Data section →
________________

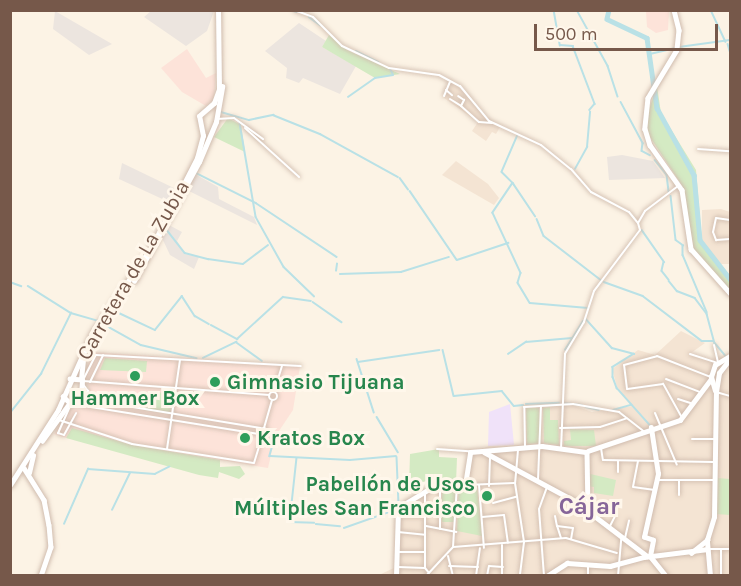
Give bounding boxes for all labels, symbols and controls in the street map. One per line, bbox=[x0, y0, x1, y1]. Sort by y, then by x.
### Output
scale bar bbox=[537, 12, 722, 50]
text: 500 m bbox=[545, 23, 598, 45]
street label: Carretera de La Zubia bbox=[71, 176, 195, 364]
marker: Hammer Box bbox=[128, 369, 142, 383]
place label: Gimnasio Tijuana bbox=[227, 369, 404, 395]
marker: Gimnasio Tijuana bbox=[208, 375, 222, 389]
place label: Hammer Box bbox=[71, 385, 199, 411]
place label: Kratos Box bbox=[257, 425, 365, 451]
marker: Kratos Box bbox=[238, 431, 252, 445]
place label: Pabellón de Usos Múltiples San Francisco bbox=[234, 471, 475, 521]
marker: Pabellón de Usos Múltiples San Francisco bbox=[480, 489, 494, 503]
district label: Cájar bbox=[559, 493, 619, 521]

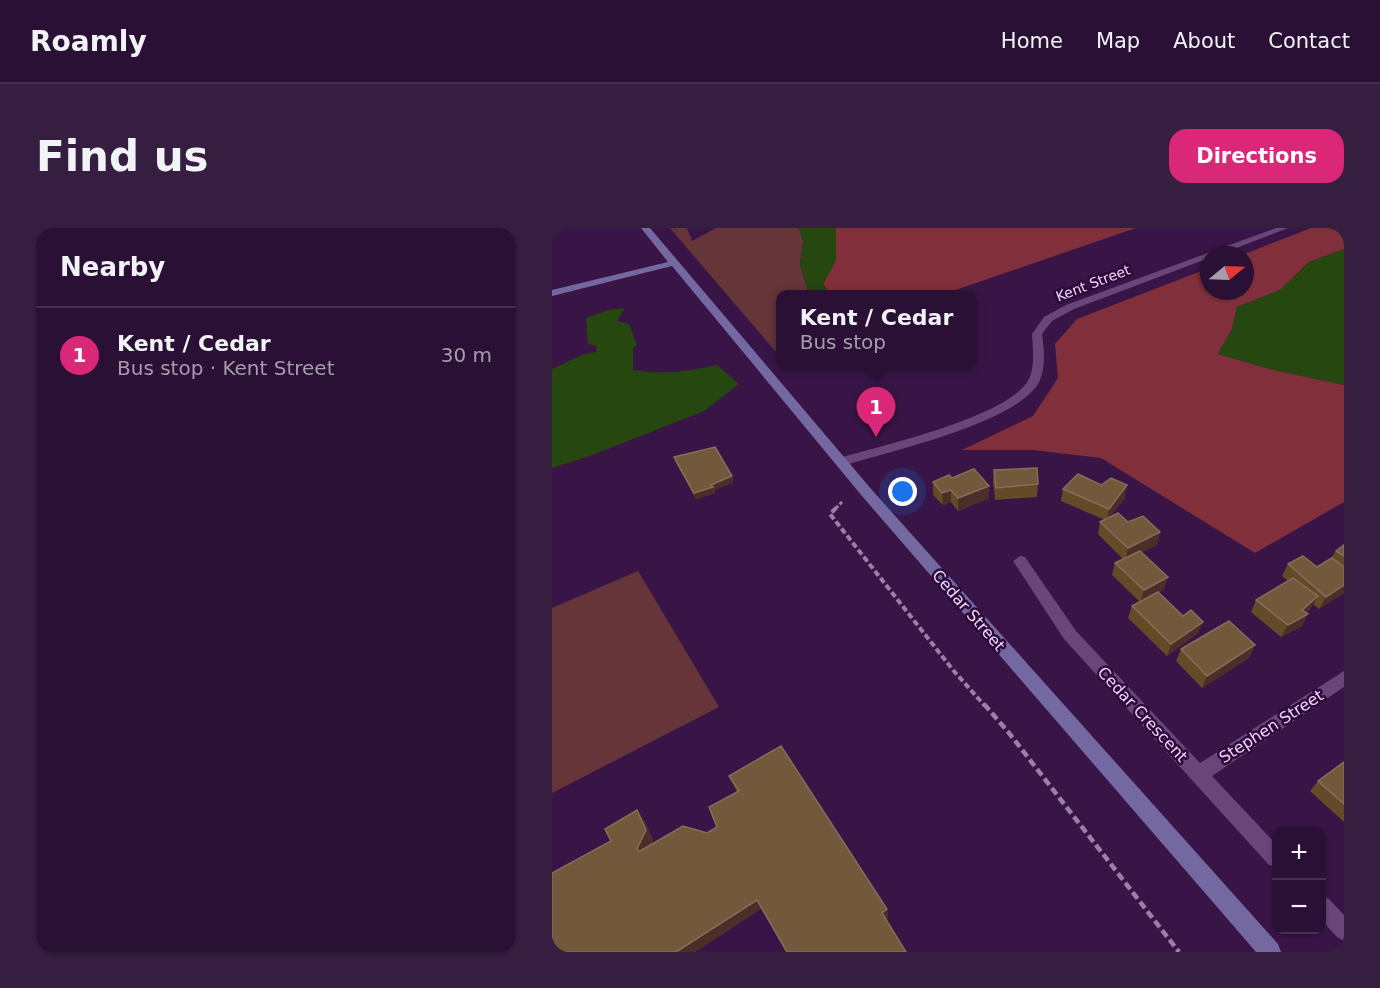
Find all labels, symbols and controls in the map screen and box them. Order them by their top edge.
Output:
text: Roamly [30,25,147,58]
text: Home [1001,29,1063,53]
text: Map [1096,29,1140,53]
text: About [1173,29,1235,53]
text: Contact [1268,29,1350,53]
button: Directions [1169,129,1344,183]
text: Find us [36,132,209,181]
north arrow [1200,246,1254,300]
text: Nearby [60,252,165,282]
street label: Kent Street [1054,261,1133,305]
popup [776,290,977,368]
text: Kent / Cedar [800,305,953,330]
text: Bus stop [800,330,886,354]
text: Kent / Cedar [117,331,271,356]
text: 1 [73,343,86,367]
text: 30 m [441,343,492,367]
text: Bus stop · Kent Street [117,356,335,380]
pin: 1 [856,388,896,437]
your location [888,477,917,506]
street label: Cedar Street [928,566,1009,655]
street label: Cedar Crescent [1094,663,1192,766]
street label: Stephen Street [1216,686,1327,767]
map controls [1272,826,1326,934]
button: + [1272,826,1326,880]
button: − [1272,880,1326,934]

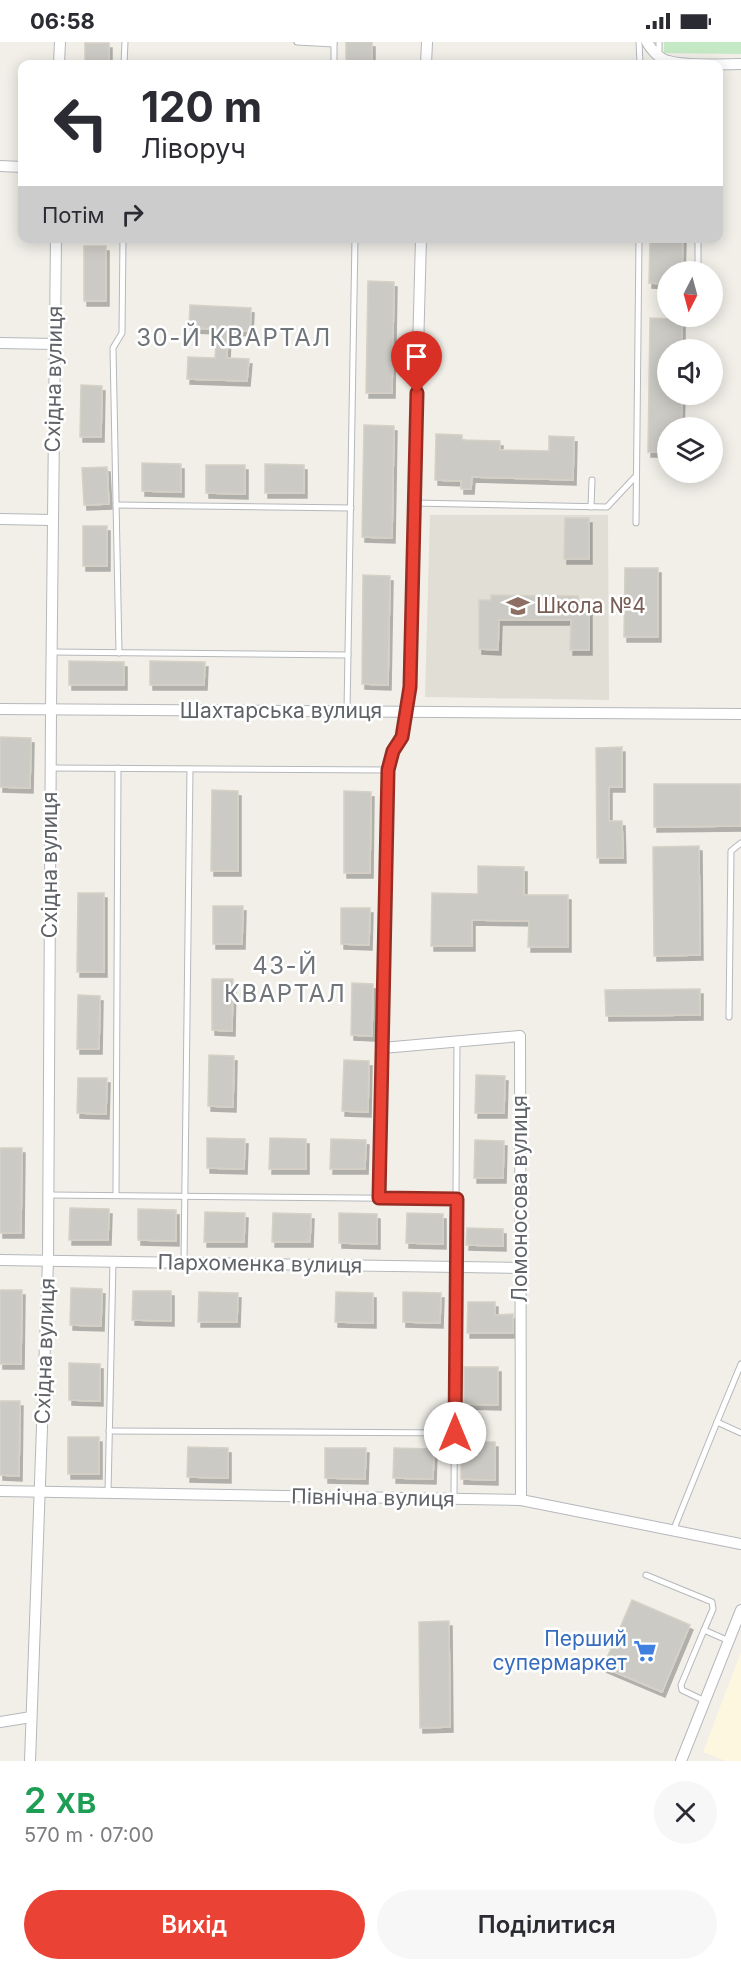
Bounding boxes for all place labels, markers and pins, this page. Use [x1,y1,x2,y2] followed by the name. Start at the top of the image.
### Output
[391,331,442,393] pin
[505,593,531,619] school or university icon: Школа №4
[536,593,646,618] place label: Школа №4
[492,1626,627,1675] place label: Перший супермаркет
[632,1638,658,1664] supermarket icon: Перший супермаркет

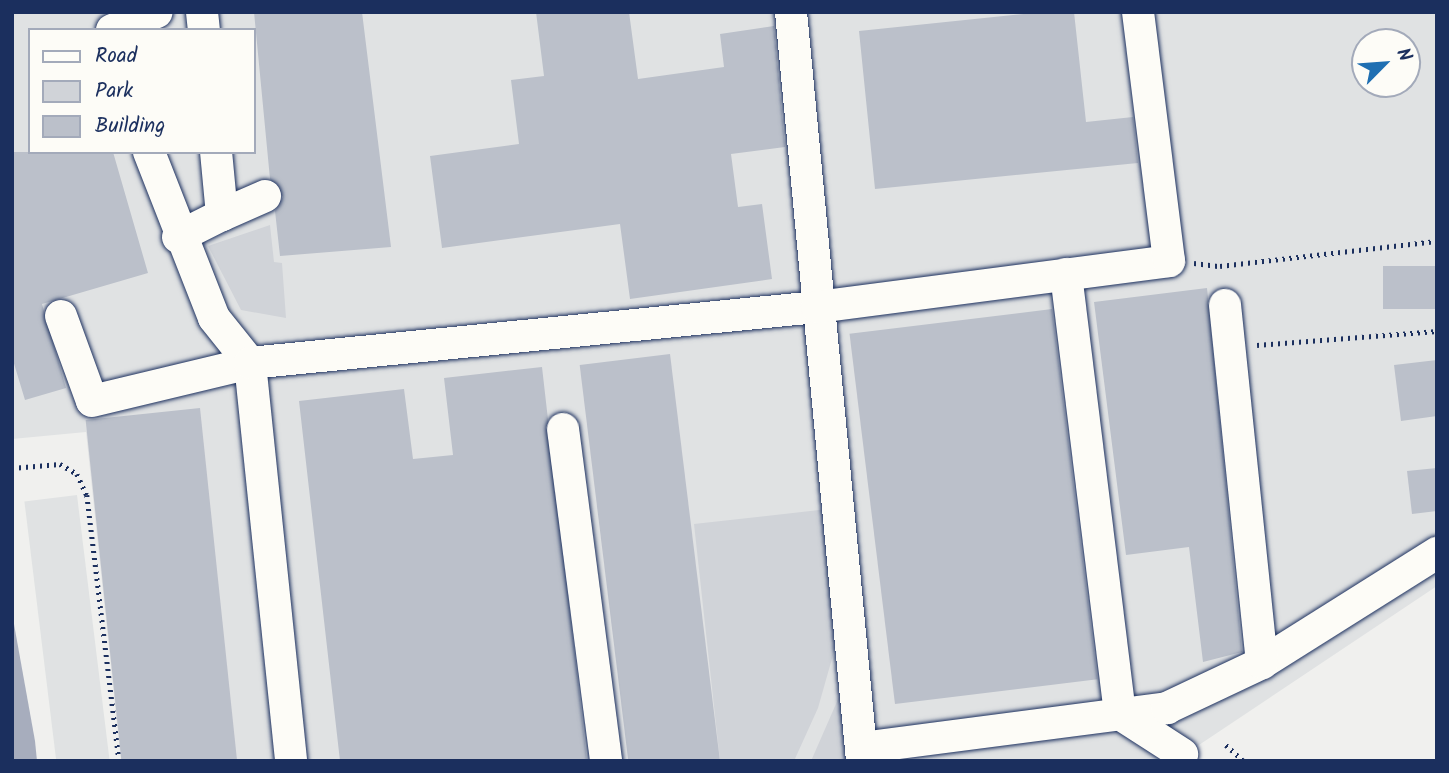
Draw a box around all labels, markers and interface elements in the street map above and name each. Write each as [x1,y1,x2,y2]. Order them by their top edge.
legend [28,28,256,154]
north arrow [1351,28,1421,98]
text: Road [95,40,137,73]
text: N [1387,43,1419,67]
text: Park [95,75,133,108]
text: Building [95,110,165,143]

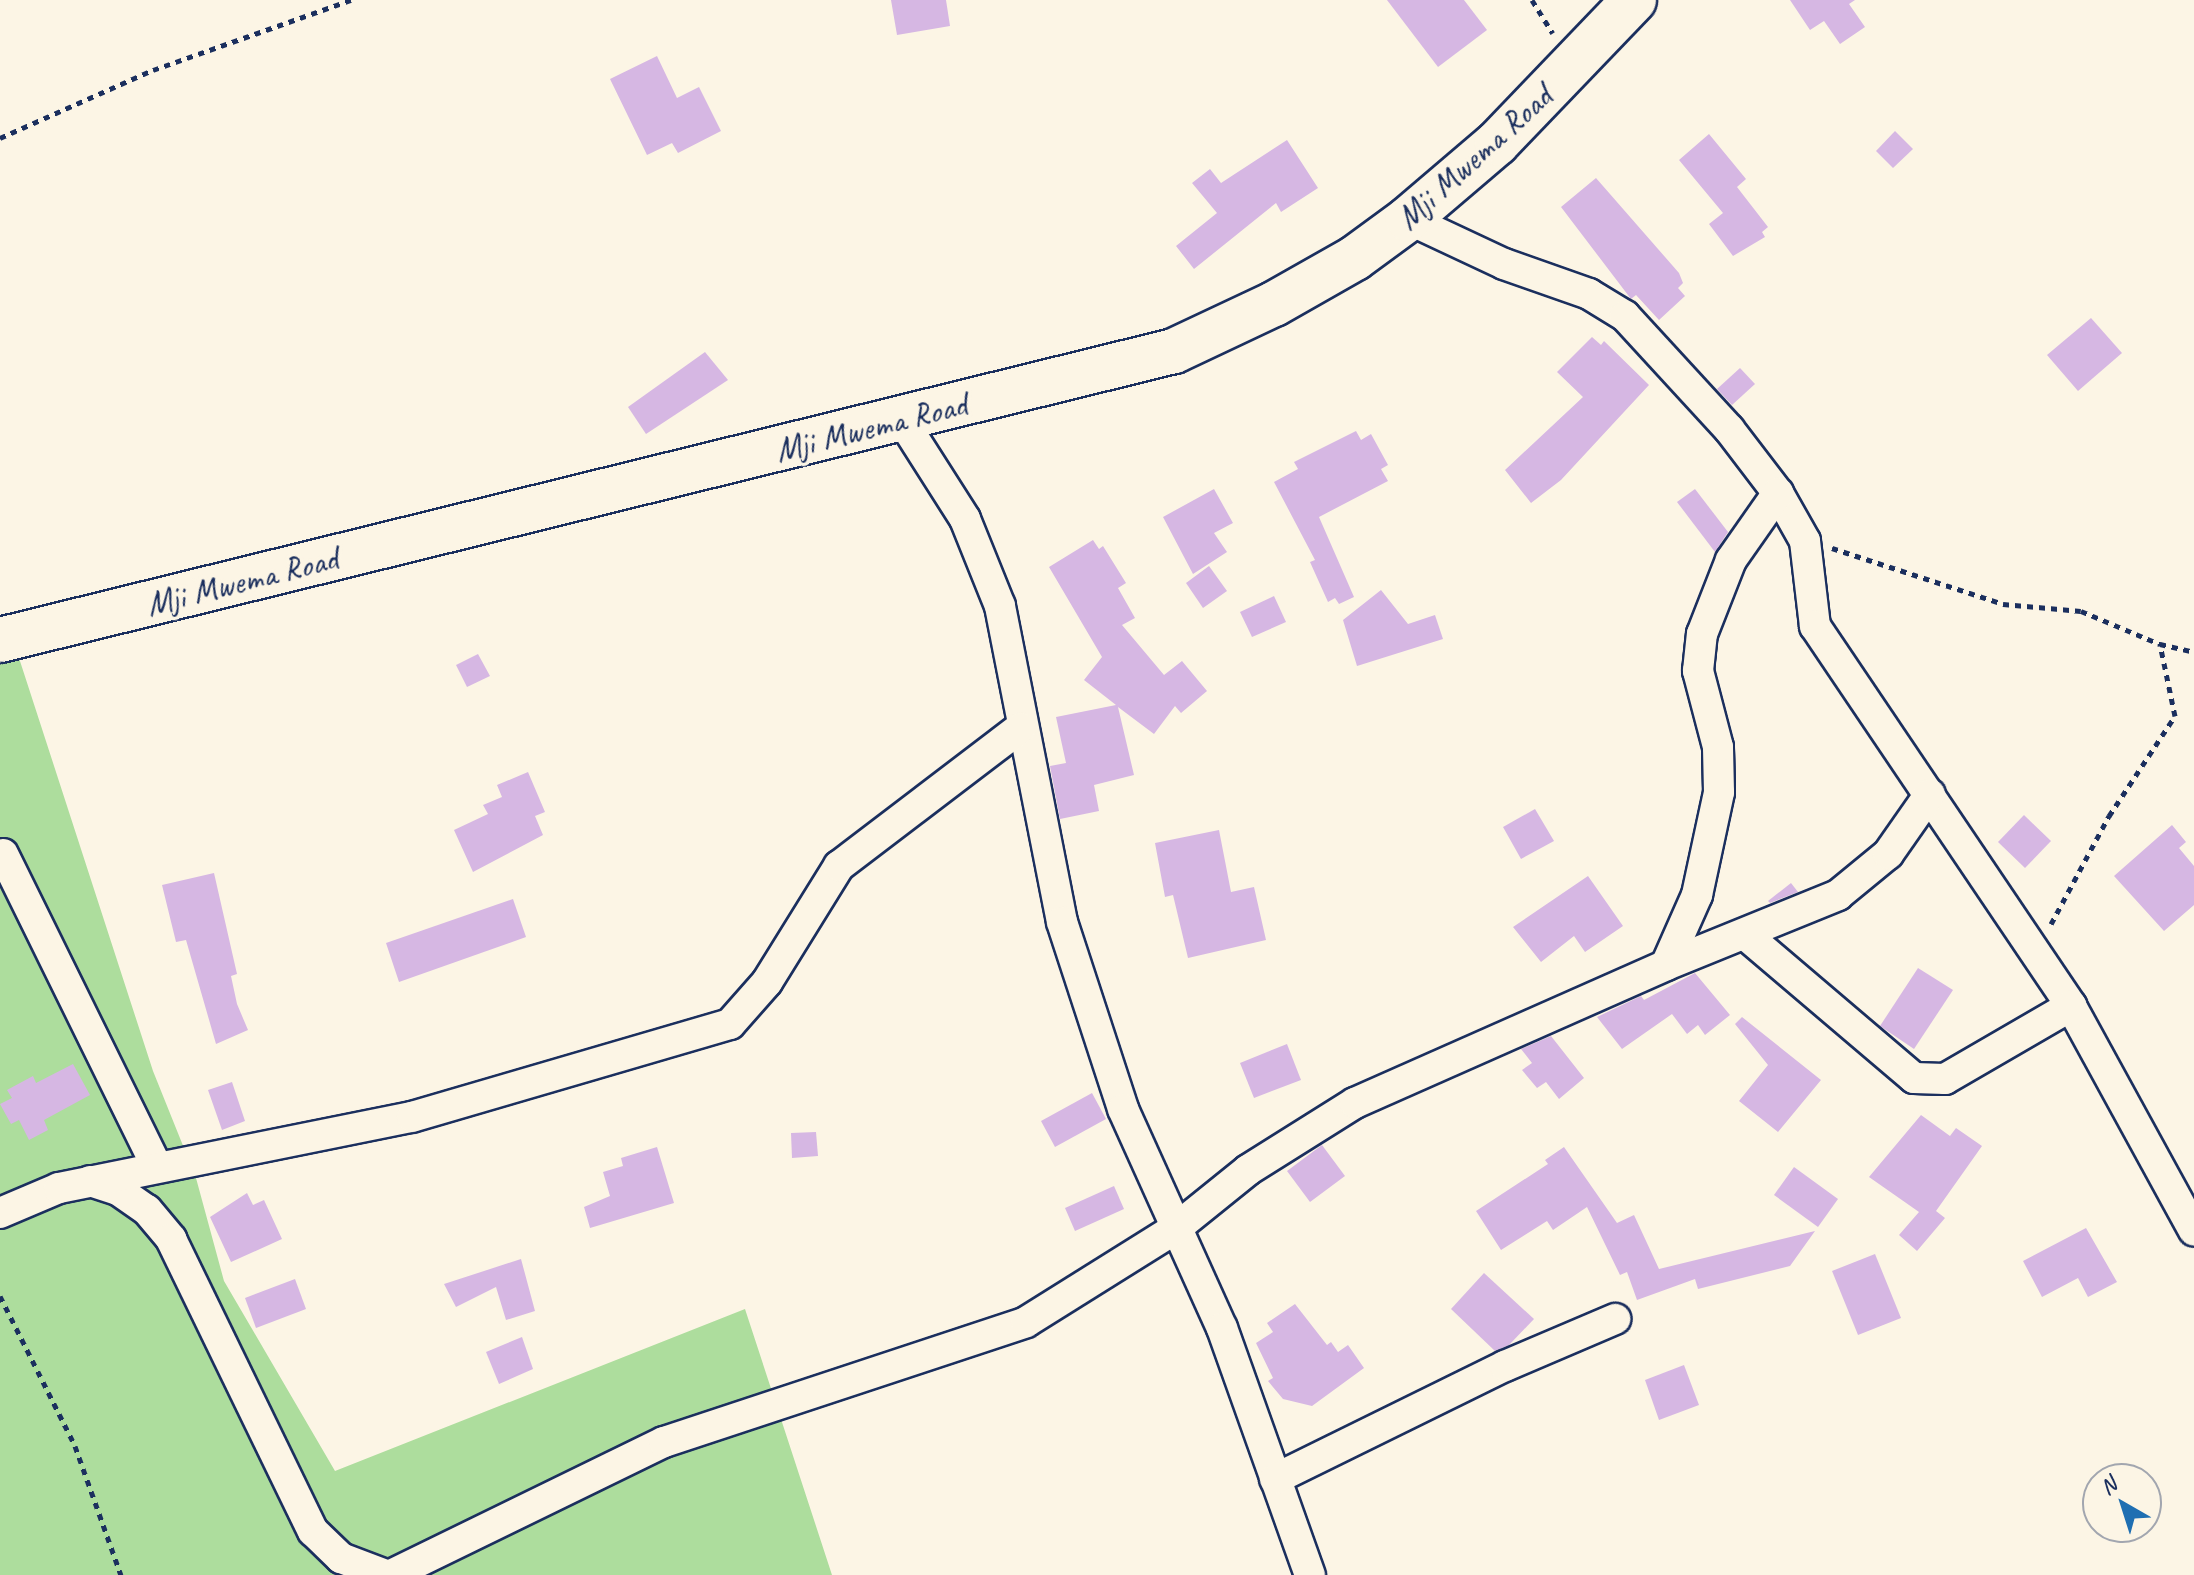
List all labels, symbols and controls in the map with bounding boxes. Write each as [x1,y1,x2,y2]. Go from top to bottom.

________________

What you should do →
Could you output every entry exactly as written, skipping the pictures?

Exercise answer →
Give bounding boxes for all labels, symbols and controls in the street map. One per line, bbox=[x0, y0, x1, y1]. Sort by y, then by x.
### Output
scale bar bbox=[537, 12, 722, 50]
text: 500 m bbox=[545, 23, 598, 45]
street label: Carretera de La Zubia bbox=[71, 176, 195, 364]
marker: Hammer Box bbox=[128, 369, 142, 383]
place label: Gimnasio Tijuana bbox=[227, 369, 404, 395]
marker: Gimnasio Tijuana bbox=[208, 375, 222, 389]
place label: Hammer Box bbox=[71, 385, 199, 411]
place label: Kratos Box bbox=[257, 425, 365, 451]
marker: Kratos Box bbox=[238, 431, 252, 445]
place label: Pabellón de Usos Múltiples San Francisco bbox=[234, 471, 475, 521]
marker: Pabellón de Usos Múltiples San Francisco bbox=[480, 489, 494, 503]
district label: Cájar bbox=[559, 493, 619, 521]

Find all labels, symbols and controls in the map screen and box them. Order them by their top edge.
Output:
text: Roamly [30,25,147,58]
text: Home [1001,29,1063,53]
text: Map [1096,29,1140,53]
text: About [1173,29,1235,53]
text: Contact [1268,29,1350,53]
button: Directions [1169,129,1344,183]
text: Find us [36,132,209,181]
north arrow [1200,246,1254,300]
text: Nearby [60,252,165,282]
street label: Kent Street [1054,261,1133,305]
popup [776,290,977,368]
text: Kent / Cedar [800,305,953,330]
text: Bus stop [800,330,886,354]
text: Kent / Cedar [117,331,271,356]
text: 1 [73,343,86,367]
text: 30 m [441,343,492,367]
text: Bus stop · Kent Street [117,356,335,380]
pin: 1 [856,388,896,437]
your location [888,477,917,506]
street label: Cedar Street [928,566,1009,655]
street label: Cedar Crescent [1094,663,1192,766]
street label: Stephen Street [1216,686,1327,767]
map controls [1272,826,1326,934]
button: + [1272,826,1326,880]
button: − [1272,880,1326,934]

Bounding boxes for all place labels, markers and pins, this page. Use [x1,y1,x2,y2] followed by the name. Start at the top of the image.
### Output
[391,331,442,393] pin
[505,593,531,619] school or university icon: Школа №4
[536,593,646,618] place label: Школа №4
[492,1626,627,1675] place label: Перший супермаркет
[632,1638,658,1664] supermarket icon: Перший супермаркет

Draw a box around all labels, markers and interface elements in the street map above and name each. Write each as [x1,y1,x2,y2]. Order them by their top edge.
legend [28,28,256,154]
north arrow [1351,28,1421,98]
text: Road [95,40,137,73]
text: N [1387,43,1419,67]
text: Park [95,75,133,108]
text: Building [95,110,165,143]

List all labels, symbols and controls in the map with bounding boxes. Write each as [x1,y1,x2,y2]. Go from top to bottom.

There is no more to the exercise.